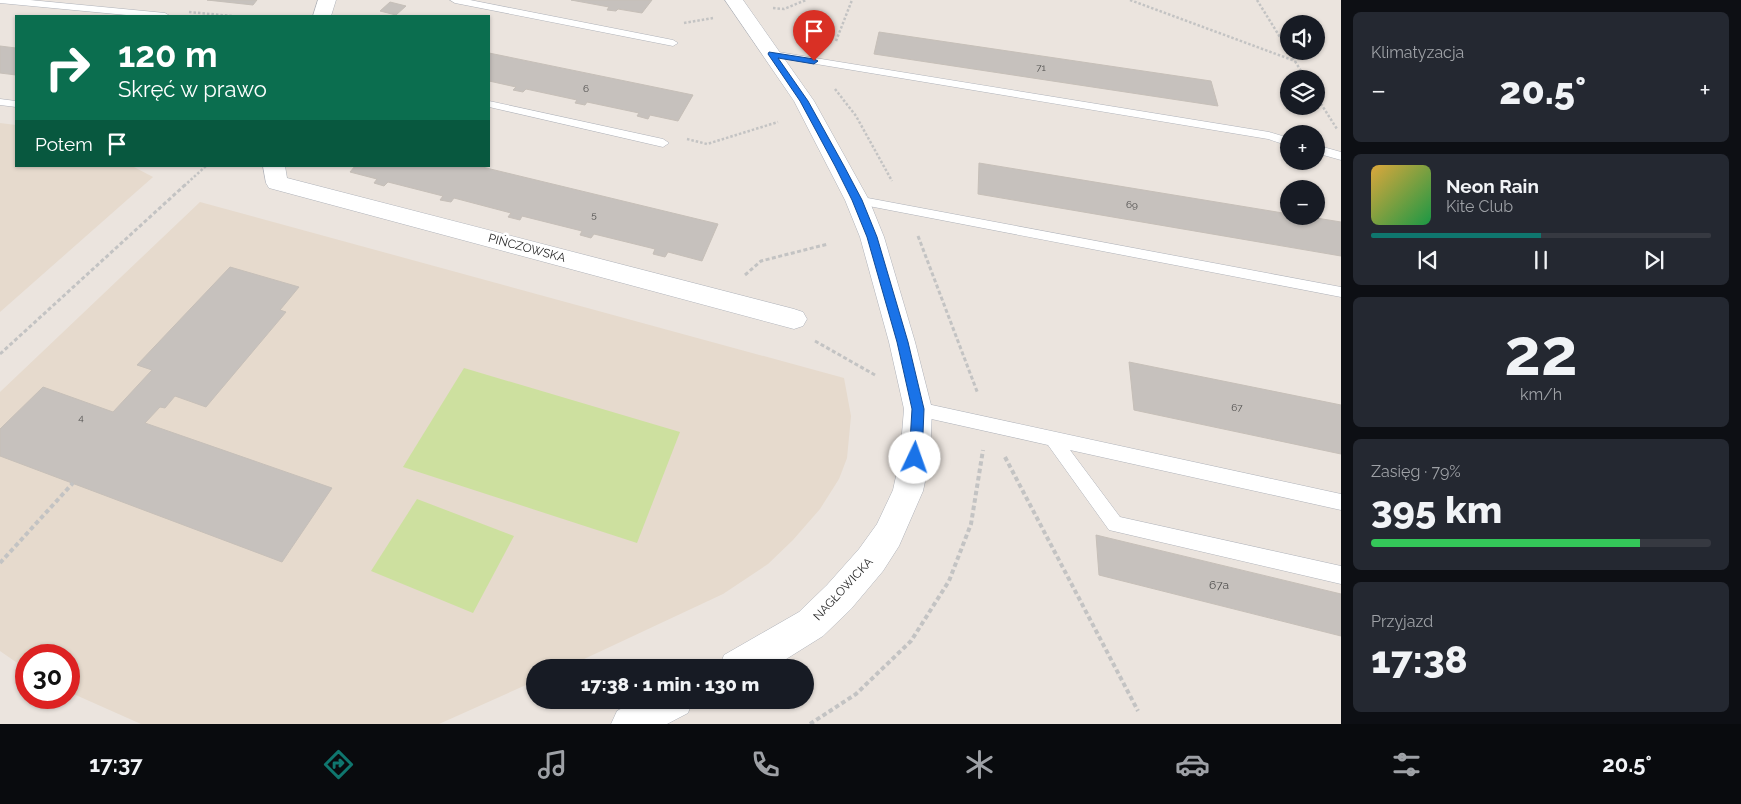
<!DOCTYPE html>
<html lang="pl">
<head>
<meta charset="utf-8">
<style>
  body { margin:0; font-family:Raleway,sans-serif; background:#242831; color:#f1f3f6; height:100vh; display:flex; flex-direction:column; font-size:19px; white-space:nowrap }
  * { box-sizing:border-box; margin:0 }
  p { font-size:16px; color:#9ea1a6 }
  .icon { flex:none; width:28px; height:28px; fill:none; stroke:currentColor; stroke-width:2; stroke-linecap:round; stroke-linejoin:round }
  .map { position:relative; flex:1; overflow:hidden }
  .drawer { display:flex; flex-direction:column; gap:12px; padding:12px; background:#0d0f14; width:400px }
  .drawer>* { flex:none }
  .top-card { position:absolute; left:15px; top:15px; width:475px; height:152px; border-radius:0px; box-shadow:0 1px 4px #0004; background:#0b6e4f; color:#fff; overflow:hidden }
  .controls { position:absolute; left:1280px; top:15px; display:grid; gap:10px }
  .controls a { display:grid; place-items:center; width:45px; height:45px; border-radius:50%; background:#171b24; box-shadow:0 1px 4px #0004; font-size:25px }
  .speed { position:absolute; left:15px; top:644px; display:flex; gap:10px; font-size:25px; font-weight:700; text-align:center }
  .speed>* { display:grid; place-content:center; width:65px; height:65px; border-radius:50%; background:#171b24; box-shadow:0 1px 4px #0004; line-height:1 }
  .speed .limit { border:8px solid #d22; background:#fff; color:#111 }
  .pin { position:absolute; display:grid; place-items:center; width:42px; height:42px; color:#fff; margin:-51px -21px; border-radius:50% 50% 50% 0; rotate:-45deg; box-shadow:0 0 5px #0007 }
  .pin .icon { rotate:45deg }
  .me { position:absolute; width:55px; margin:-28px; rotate:3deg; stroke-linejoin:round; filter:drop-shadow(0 0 4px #0008) }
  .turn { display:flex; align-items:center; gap:18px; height:105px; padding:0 20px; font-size:22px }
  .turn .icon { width:65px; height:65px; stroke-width:2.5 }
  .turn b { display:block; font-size:35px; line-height:42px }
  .then { display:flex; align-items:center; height:48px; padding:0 20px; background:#0003; gap:10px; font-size:19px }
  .big { font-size:38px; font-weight:800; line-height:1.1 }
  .drawer .widget { flex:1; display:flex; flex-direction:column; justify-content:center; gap:8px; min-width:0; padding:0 18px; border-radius:8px; background:#242831 }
  .drawer .dial { align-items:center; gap:0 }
  .dial b { font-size:65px; line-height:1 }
  .song { display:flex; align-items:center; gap:15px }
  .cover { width:60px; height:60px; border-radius:8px; background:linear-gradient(135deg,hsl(40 70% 55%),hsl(140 70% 35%)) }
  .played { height:5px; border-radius:2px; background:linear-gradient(90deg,#0f766e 50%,#363941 50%) }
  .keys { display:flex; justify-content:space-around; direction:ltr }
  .heat { display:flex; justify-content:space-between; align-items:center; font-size:28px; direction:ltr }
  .charge { height:8px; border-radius:4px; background:linear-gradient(90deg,#34c759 79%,#363941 0) }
  .trip { position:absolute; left:526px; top:659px; width:288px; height:50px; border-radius:25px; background:#171b24; box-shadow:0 1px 4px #0004; font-weight:800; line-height:50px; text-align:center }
  .tabs { display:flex; height:80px; justify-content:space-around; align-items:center; background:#090b0e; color:#9ea1a6 }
  .tabs .icon { width:35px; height:35px }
  .tabs .on { color:#0f766e }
  .tabs b { font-size:22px; color:#f1f3f6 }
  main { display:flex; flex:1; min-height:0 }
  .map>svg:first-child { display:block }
  .education { fill:#e6dacd }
  .pitch { fill:#cde09f }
  .building { fill:#c6c1bd; stroke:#c6bfb8 }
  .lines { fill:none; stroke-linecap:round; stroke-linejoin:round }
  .service-casing { stroke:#afb2b9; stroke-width:1 }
  .minor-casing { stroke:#afb2b9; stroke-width:1 }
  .path-far2 { stroke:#c3c3c3; stroke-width:2.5; stroke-dasharray:2.5 2; stroke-linecap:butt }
  .path-far1 { stroke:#c3c3c3; stroke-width:3; stroke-dasharray:4 2.5; stroke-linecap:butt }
  .path { stroke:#c3c3c3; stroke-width:4; stroke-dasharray:4.5 3; stroke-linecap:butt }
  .service { fill:#fff; fill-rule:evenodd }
  .minor { fill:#fff; fill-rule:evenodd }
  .route { fill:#1a73e8; stroke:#114b97 }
  .labels { text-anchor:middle; stroke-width:5; stroke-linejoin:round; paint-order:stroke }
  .number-label { font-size:10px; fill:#51504f }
  .street-label { font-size:12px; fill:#2a2a2a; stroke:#fff }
  .near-number-label { font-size:12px; fill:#51504f }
</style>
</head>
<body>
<main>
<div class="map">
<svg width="1341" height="724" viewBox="0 0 1341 724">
  <rect width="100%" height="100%" fill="#ebe4de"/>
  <g class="education">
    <path d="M0,123L16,125V166H132L153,177L0,312Z"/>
    <path d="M200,202L844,378L851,416L847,458L839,479L820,509L793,540L768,564L723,594L567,667L535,668V681L439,724H141L69,692V655H26V669L0,651V392Z"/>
  </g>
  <g class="pitch">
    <path d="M464,368L680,432L637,543L403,467Z"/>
    <path d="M417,499L514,536L473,613L371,571Z"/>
  </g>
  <g class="building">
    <path d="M207,0H257L253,5Z"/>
    <path d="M571,0H652L642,13L618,9L616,11L607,10L609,7Z"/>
    <path d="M390,2L406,6L396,15L380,11Z"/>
    <path d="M879,32L1211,81L1218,106L874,54Z"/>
    <path d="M0,46L16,48V75L0,73Z"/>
    <path d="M489,53L693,95L678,121L650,115L648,119L637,116L639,113L587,102L585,105L575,103L577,100L526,89L523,92L513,90L516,87L489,81Z"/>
    <path d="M979,163L1289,214V216H1304L1341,222V256L978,194Z"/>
    <path d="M355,166H478L718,224L702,261L668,252L665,257L653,254L655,249L594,234L591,238L580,235L582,231L522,216L520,220L508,217L511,213L454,198L451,202L440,200L443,196L388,182L384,186L374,183L377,179L350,172Z"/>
    <path d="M230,267L299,287L280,310L286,312L206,407L175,396L165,408L160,407L145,423L332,488L282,562L0,456V429L43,387L113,412L152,370L137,365Z"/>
    <path d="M1129,362L1341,405V454L1134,410Z"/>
    <path d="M1096,535L1341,594V636L1099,575Z"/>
  </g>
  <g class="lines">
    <g class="service-casing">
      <g id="service">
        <path d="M0,0H30L165,13L170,16H137L0,3Z"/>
        <path d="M450,0H470L673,40L678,43L673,46L455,3Z"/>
        <path d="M772,51L1269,132L1289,138V146L1268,139L768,56L767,54L768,52Z"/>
        <path d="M0,99L16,101V107L0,105Z"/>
        <path d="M489,101L663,139L669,143L663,147L489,107Z"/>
        <path d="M1316,145L1341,152V160L1316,153Z"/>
        <path d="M857,196L1341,287V297L853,203L851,200Z"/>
        <path d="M918,402L1341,494V510L1070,450L1120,517L1341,566V584L1109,530L1048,445L918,416L912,414L910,409L912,404Z"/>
      </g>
    </g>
    <g class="minor-casing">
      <g id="minor">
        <path d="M318,0H336L331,16H313Z"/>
        <path d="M725,0H743L814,101L869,200L884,237L915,342L932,409L930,458L923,491L899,546L883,571L851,609L823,636L783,661L773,668H719L724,655L799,612L827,585L859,549L877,524L893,490L900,458L904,409L889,342L860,237L845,200L794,101Z"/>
        <path d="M263,166H285L287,178L794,309L803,312L807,319L803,326L794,329L269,188L266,183Z"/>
        <path d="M637,700H693L688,713L667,724H611L617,711Z"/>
      </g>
    </g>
    <g class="path-far2">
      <path d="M1130,0L1295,61"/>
      <path d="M1257,0L1306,79"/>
      <path d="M773,8L784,9L806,0"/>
      <path d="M189,12L232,16"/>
      <path d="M684,23L713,18"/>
      <path d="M836,41L852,0"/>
      <path d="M835,89L856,116L892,181"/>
      <path d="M1316,96L1337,129"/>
      <path d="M687,139L707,144L778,122"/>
      <path d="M184,186L206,166"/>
    </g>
    <g class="path-far1">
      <path d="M918,236L978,394"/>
      <path d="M745,275L761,261L828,244"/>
      <path d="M815,341L875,375"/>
      <path d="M0,354L186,184"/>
    </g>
    <g class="path">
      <path d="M1005,457L1138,711"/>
      <path d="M0,563L73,483"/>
      <path d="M810,724L856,694L911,641L949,581L971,524L983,450"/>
    </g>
    <use href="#service" class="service"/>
    <use href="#minor" class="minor"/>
  </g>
  <path class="route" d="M769,52L814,59L818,61L814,64L778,58L808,101L844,166L862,200L877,237L908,342L924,409L922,458L920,462L915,463L911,462L909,458L912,409L897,342L867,237L852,200L835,166L800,101L768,54Z"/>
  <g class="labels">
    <g class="number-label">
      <text x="1041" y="71">71</text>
      <text x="586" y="92">6</text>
      <text x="1132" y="208">69</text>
      <text x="594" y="218">5</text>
      <text x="1237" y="411">67</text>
      <text x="81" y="421">4</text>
    </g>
    <g class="street-label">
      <text transform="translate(527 248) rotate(15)" y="4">PIŃCZOWSKA</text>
      <text transform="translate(843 589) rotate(-47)" y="4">NAGŁOWICKA</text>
    </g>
    <g class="near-number-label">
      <text x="1219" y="589">67a</text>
    </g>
  </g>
</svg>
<div class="controls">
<a><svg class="icon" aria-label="sound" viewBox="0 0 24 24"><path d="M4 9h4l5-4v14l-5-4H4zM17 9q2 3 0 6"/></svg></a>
<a><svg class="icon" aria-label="layers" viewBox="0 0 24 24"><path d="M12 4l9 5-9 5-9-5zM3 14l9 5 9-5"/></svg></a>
<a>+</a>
<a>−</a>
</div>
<div class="speed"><div class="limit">30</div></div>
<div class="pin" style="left:814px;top:61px;background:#d93025"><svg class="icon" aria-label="arrive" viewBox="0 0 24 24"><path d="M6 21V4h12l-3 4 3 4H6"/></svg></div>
<svg class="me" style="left:915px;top:458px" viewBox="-20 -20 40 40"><circle r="19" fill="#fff"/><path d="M0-13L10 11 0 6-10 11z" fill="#1a73e8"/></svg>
<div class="trip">17:38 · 1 min · 130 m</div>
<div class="top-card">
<div class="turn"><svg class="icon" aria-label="right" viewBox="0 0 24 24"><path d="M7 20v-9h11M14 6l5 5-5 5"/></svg><div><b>120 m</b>Skręć w prawo</div></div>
<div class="then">Potem<svg class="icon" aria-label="arrive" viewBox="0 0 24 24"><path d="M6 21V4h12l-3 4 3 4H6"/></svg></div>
</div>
</div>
<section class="drawer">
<div class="widget"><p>Klimatyzacja</p>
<div class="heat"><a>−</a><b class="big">20.5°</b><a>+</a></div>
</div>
<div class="widget">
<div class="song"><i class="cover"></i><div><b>Neon Rain</b><p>Kite Club</p></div></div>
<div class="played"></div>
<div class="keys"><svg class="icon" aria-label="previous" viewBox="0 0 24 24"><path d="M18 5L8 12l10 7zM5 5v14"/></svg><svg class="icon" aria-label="pause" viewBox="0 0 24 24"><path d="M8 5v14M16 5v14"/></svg><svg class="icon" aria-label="next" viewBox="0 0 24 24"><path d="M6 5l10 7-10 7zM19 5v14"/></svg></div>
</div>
<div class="widget dial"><b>22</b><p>km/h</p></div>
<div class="widget"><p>Zasięg · 79%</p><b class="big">395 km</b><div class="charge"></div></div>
<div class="widget"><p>Przyjazd</p><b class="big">17:38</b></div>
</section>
</main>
<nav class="tabs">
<b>17:37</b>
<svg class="icon on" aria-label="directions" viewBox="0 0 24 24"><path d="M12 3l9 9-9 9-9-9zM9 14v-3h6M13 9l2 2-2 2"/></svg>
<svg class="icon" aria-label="music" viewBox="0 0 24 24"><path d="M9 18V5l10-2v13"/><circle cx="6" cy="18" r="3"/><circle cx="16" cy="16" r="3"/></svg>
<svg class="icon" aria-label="phone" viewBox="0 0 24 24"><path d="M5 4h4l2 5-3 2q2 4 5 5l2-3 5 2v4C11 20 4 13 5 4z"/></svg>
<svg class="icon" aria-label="climate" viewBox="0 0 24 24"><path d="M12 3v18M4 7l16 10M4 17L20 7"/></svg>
<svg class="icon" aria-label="car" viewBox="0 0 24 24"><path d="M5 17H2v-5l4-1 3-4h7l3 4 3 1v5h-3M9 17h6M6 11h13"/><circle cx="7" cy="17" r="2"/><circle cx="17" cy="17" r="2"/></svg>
<svg class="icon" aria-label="filters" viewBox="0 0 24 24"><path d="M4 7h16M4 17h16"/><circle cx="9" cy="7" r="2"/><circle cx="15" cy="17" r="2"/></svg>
<b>20.5°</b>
</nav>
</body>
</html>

Task to carry out
When a line in the material above contains the word "cover", copy that line out.

Task solution
  .cover { width:60px; height:60px; border-radius:8px; background:linear-gradient(135deg,hsl(40 70% 55%),hsl(140 70% 35%)) }
<div class="song"><i class="cover"></i><div><b>Neon Rain</b><p>Kite Club</p></div></div>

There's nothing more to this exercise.